** INPUT DATA follows **

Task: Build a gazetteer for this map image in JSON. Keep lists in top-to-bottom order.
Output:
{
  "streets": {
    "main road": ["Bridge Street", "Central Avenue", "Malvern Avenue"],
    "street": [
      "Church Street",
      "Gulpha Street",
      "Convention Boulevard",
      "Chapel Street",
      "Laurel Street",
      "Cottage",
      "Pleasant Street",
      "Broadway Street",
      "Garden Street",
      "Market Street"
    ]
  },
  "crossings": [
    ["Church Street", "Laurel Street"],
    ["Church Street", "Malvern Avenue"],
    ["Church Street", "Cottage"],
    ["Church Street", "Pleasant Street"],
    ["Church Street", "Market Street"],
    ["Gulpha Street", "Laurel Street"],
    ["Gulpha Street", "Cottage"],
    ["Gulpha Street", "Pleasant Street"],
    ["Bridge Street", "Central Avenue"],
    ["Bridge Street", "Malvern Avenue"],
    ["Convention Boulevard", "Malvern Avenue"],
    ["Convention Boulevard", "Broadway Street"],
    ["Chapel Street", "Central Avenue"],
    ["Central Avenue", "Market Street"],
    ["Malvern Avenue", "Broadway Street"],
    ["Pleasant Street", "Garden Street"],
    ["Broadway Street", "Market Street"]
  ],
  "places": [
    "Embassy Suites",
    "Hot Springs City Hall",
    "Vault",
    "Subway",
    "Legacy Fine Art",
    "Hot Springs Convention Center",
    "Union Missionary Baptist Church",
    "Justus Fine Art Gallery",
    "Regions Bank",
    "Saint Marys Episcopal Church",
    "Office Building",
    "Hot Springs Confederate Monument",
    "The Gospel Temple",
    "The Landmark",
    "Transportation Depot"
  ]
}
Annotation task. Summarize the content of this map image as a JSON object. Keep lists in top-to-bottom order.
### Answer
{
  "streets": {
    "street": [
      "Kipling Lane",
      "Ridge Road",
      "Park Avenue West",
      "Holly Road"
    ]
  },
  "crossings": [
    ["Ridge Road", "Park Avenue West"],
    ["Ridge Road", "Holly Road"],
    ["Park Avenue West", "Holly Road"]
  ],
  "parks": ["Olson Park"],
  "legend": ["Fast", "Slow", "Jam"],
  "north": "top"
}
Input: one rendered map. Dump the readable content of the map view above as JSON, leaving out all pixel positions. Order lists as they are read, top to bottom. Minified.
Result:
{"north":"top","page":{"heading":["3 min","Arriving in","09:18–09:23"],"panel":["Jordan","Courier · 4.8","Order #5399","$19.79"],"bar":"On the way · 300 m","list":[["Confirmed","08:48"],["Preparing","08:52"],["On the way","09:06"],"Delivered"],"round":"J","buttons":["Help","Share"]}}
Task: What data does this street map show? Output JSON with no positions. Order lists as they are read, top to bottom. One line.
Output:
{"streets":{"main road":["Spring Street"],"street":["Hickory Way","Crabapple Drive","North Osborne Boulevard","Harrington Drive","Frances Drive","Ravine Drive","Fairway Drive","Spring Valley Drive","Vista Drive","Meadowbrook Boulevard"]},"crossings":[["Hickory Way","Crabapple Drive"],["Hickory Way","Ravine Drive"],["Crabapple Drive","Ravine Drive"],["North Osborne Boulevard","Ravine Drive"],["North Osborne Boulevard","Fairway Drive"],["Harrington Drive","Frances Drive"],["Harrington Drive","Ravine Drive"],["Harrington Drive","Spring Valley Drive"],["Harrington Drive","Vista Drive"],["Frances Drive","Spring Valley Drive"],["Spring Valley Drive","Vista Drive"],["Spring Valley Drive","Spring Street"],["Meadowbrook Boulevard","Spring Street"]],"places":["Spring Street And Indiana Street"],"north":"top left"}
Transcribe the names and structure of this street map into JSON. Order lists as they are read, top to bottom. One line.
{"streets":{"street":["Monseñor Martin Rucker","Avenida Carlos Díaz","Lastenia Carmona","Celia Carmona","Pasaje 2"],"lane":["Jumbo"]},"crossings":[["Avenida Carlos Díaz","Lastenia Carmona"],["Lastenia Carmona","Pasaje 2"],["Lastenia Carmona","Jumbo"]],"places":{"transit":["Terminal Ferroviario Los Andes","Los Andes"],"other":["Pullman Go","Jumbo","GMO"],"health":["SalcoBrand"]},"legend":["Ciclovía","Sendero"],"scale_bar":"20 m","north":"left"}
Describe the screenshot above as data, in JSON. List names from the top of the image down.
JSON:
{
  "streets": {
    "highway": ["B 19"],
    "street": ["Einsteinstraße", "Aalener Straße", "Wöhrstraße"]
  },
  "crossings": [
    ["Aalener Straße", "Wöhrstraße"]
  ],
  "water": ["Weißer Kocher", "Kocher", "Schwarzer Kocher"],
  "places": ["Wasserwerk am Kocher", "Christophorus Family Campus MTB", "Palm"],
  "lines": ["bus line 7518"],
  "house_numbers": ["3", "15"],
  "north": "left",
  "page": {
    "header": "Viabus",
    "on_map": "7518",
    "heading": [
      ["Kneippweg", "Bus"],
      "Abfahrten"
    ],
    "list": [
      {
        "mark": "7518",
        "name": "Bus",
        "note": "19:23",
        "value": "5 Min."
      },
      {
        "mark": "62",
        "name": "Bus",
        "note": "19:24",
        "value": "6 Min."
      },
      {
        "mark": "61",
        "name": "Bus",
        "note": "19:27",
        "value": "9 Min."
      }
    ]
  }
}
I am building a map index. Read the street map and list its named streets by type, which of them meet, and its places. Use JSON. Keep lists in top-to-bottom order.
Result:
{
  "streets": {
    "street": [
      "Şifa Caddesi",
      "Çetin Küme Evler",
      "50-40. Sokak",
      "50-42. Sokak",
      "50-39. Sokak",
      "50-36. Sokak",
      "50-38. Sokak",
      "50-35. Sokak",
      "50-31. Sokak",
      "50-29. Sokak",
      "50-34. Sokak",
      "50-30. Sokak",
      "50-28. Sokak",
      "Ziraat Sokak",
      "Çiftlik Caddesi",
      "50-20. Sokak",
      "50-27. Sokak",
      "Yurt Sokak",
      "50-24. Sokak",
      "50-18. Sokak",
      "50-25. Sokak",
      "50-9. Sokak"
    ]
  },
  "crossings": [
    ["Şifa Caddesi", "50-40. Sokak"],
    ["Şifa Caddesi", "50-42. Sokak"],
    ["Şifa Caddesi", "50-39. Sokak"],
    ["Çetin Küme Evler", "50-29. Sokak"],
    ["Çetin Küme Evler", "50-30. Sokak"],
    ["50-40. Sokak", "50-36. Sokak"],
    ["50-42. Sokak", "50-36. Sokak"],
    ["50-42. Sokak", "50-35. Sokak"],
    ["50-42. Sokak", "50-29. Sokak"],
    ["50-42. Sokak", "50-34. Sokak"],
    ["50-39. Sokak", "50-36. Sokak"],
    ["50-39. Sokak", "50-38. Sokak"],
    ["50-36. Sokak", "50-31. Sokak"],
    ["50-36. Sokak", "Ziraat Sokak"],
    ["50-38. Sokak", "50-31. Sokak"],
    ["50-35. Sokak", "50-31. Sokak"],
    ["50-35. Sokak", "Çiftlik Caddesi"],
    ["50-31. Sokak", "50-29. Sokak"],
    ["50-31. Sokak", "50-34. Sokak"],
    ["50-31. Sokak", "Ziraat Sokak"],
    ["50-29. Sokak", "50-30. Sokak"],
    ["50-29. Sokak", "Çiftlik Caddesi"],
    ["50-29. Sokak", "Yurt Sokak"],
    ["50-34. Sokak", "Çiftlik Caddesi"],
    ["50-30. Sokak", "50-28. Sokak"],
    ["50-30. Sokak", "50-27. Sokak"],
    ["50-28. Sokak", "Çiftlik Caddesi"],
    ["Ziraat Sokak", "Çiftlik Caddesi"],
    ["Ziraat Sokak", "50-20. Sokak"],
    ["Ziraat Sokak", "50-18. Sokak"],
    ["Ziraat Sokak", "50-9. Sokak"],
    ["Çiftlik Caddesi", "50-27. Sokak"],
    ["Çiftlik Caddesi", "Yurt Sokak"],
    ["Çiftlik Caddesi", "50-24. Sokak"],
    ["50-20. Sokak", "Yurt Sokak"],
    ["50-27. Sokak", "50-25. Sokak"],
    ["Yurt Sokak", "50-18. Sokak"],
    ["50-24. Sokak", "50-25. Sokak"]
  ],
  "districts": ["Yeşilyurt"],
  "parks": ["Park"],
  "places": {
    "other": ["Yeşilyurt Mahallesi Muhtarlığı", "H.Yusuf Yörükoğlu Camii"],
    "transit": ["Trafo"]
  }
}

** End of INPUT DATA **

When you retype the data above, start at its first line, stop after the line containing "Annotation task. Summarize", and leave out everything else.

RESPONSE AREA:
Task: Build a gazetteer for this map image in JSON. Keep lists in top-to-bottom order.
Output:
{
  "streets": {
    "main road": ["Bridge Street", "Central Avenue", "Malvern Avenue"],
    "street": [
      "Church Street",
      "Gulpha Street",
      "Convention Boulevard",
      "Chapel Street",
      "Laurel Street",
      "Cottage",
      "Pleasant Street",
      "Broadway Street",
      "Garden Street",
      "Market Street"
    ]
  },
  "crossings": [
    ["Church Street", "Laurel Street"],
    ["Church Street", "Malvern Avenue"],
    ["Church Street", "Cottage"],
    ["Church Street", "Pleasant Street"],
    ["Church Street", "Market Street"],
    ["Gulpha Street", "Laurel Street"],
    ["Gulpha Street", "Cottage"],
    ["Gulpha Street", "Pleasant Street"],
    ["Bridge Street", "Central Avenue"],
    ["Bridge Street", "Malvern Avenue"],
    ["Convention Boulevard", "Malvern Avenue"],
    ["Convention Boulevard", "Broadway Street"],
    ["Chapel Street", "Central Avenue"],
    ["Central Avenue", "Market Street"],
    ["Malvern Avenue", "Broadway Street"],
    ["Pleasant Street", "Garden Street"],
    ["Broadway Street", "Market Street"]
  ],
  "places": [
    "Embassy Suites",
    "Hot Springs City Hall",
    "Vault",
    "Subway",
    "Legacy Fine Art",
    "Hot Springs Convention Center",
    "Union Missionary Baptist Church",
    "Justus Fine Art Gallery",
    "Regions Bank",
    "Saint Marys Episcopal Church",
    "Office Building",
    "Hot Springs Confederate Monument",
    "The Gospel Temple",
    "The Landmark",
    "Transportation Depot"
  ]
}
Annotation task. Summarize the content of this map image as a JSON object. Keep lists in top-to-bottom order.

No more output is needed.